======== Exercise data ========
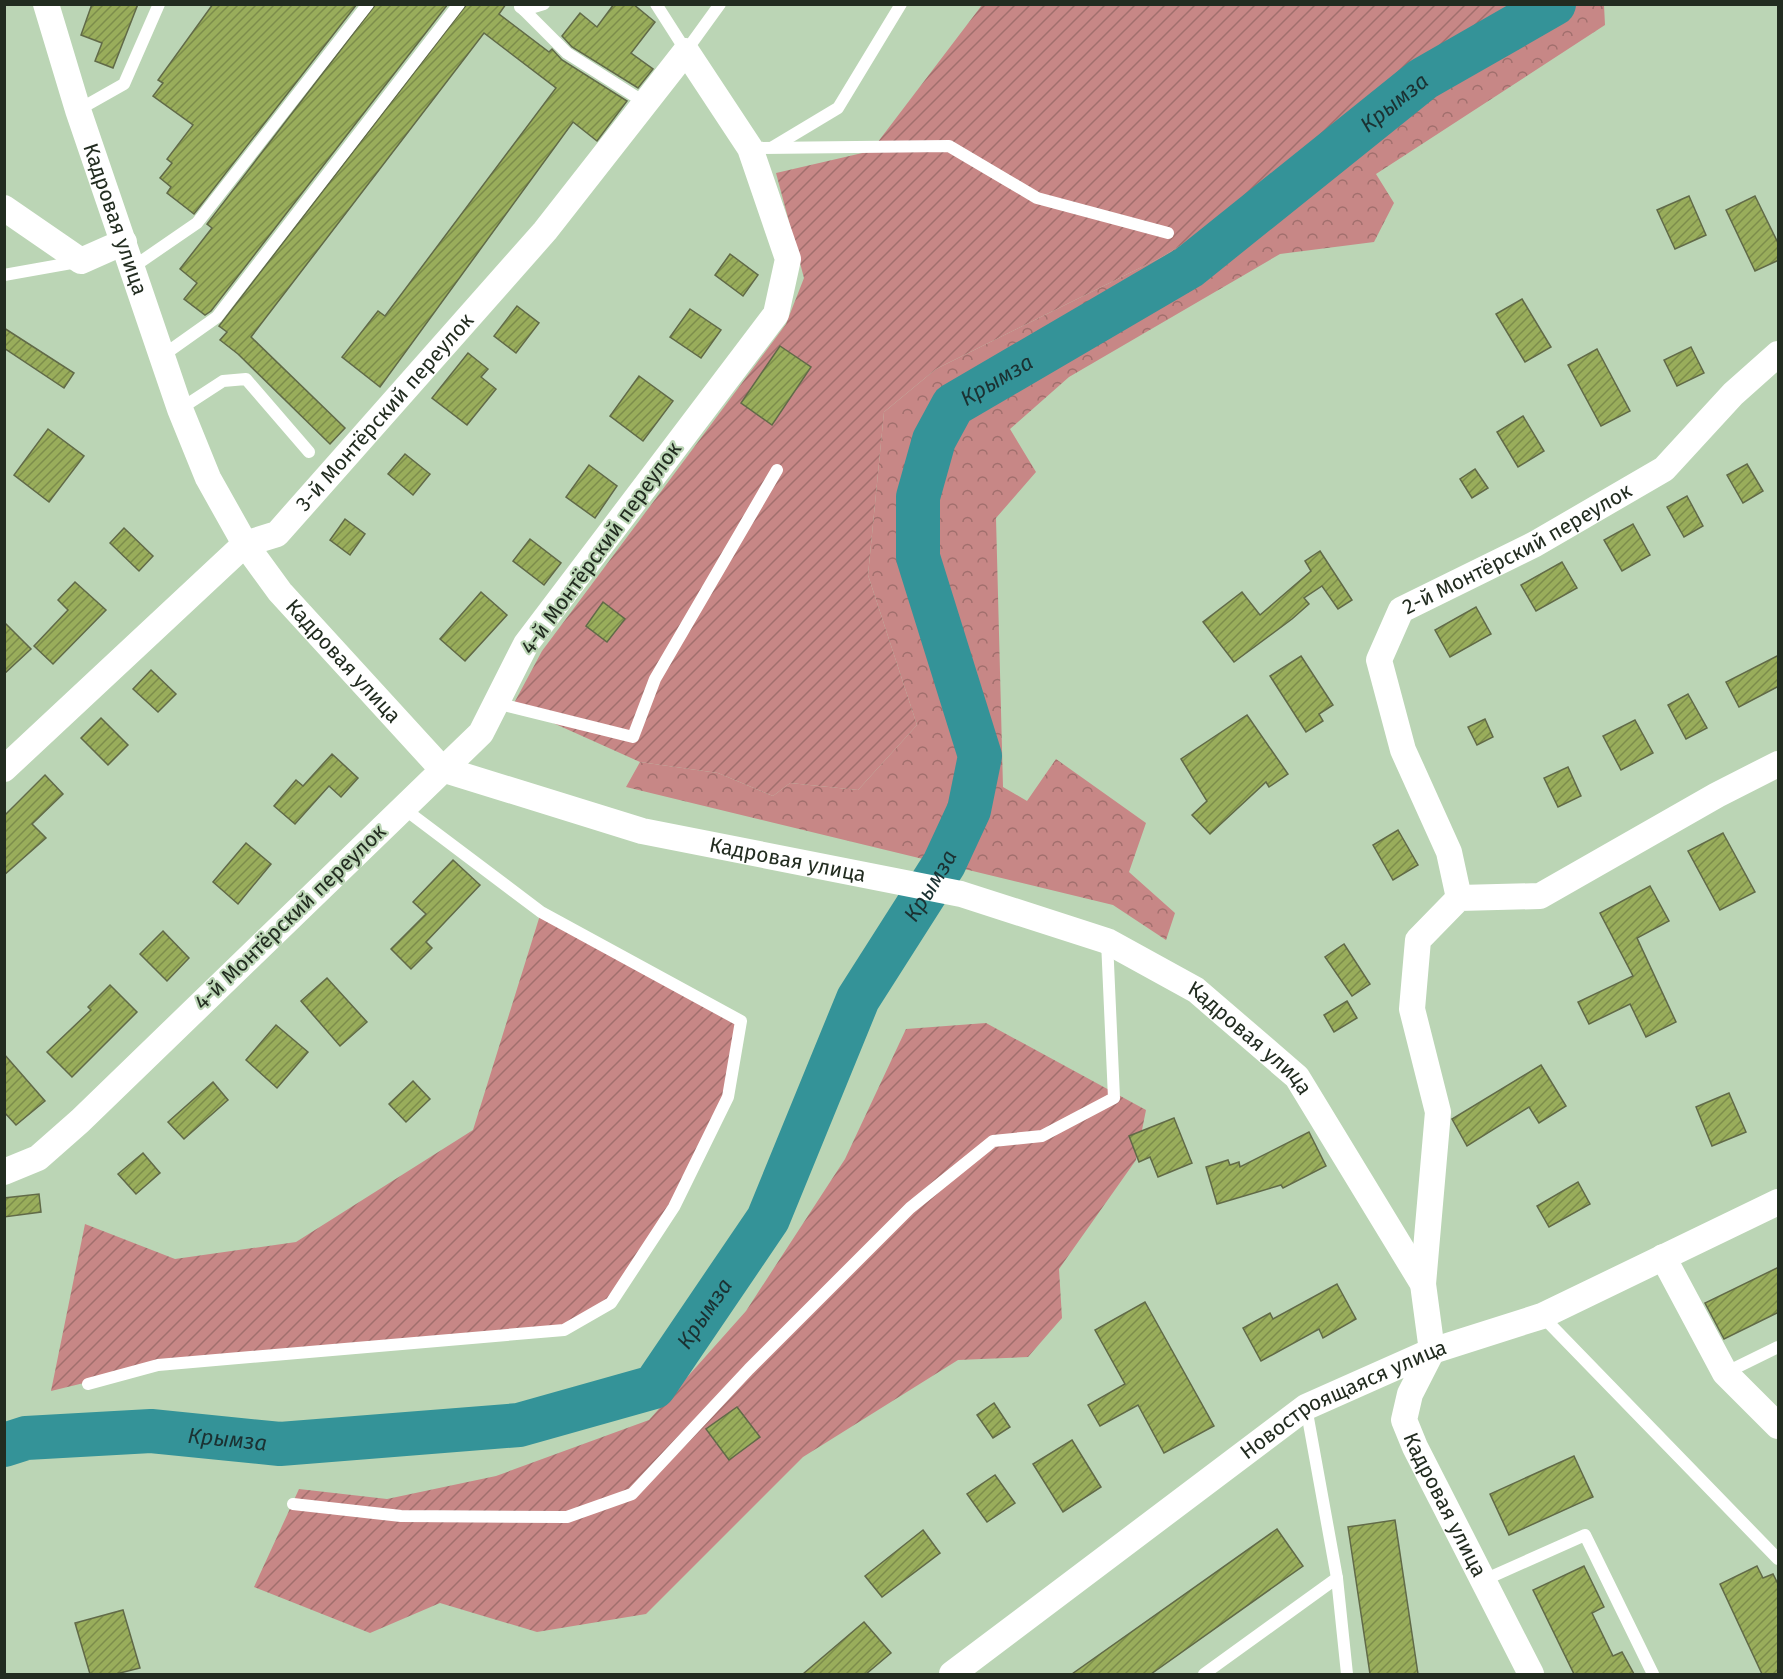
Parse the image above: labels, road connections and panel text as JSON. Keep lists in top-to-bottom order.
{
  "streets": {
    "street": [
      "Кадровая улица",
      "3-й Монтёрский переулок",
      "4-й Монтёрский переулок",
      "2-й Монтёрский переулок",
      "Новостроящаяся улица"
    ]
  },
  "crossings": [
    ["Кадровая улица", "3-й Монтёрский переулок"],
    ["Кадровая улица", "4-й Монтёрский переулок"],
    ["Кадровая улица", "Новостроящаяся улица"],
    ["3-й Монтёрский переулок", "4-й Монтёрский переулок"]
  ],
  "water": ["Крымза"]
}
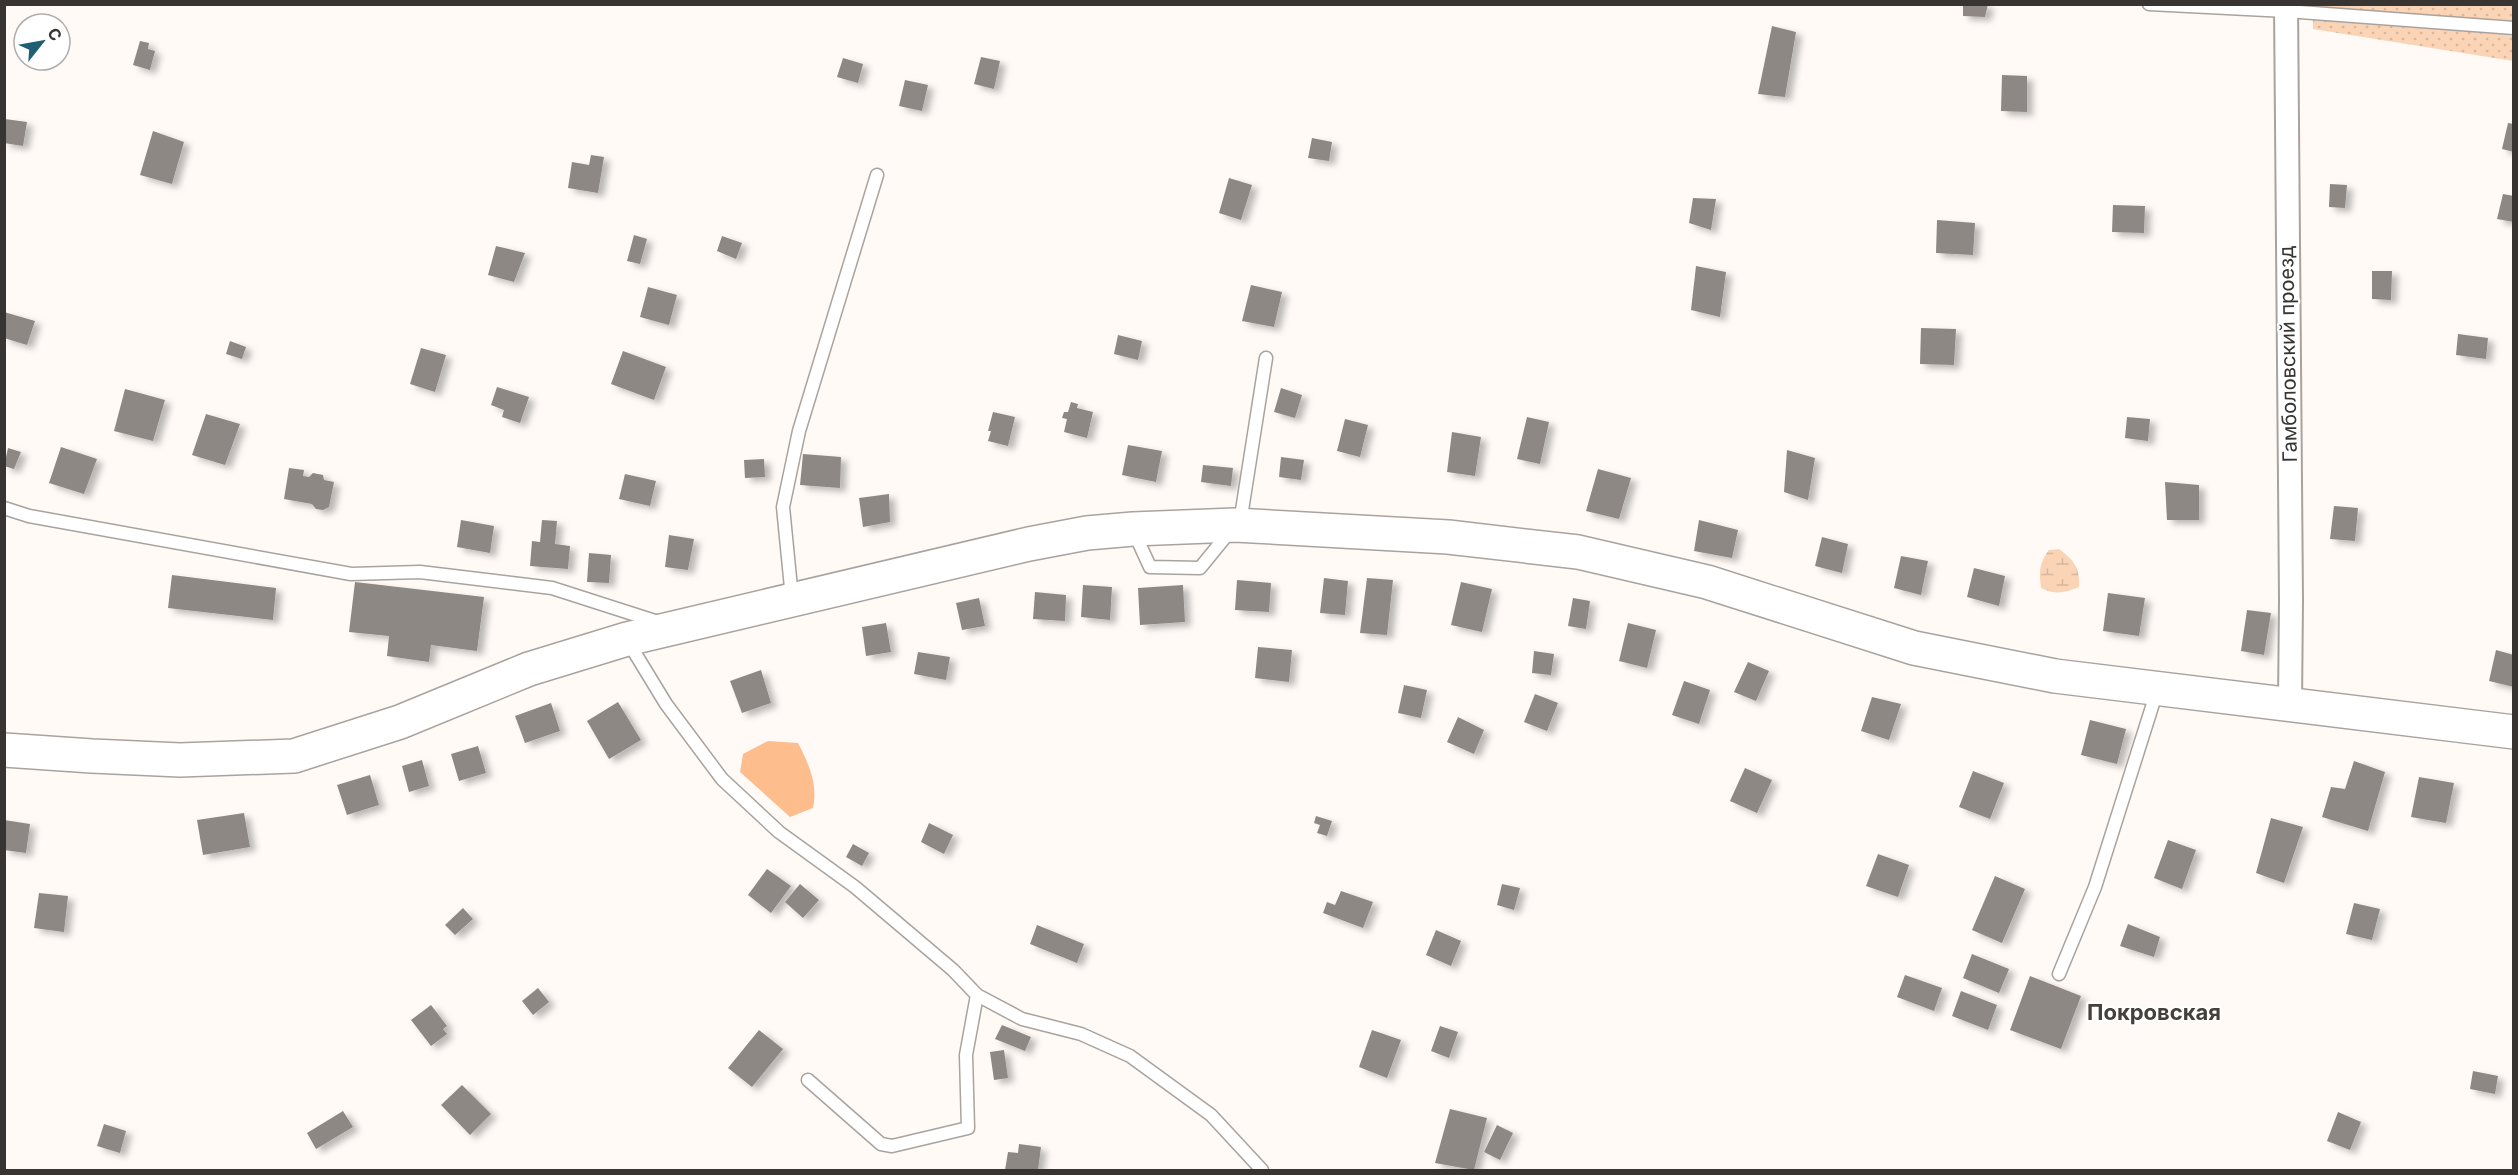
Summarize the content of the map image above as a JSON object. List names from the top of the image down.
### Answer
========
# To do
Print exactly the line containing "Summarize the content" and every line after it through the end of the records above, and nothing else.

# Answer below
Summarize the content of the map image above as a JSON object. List names from the top of the image down.
### Answer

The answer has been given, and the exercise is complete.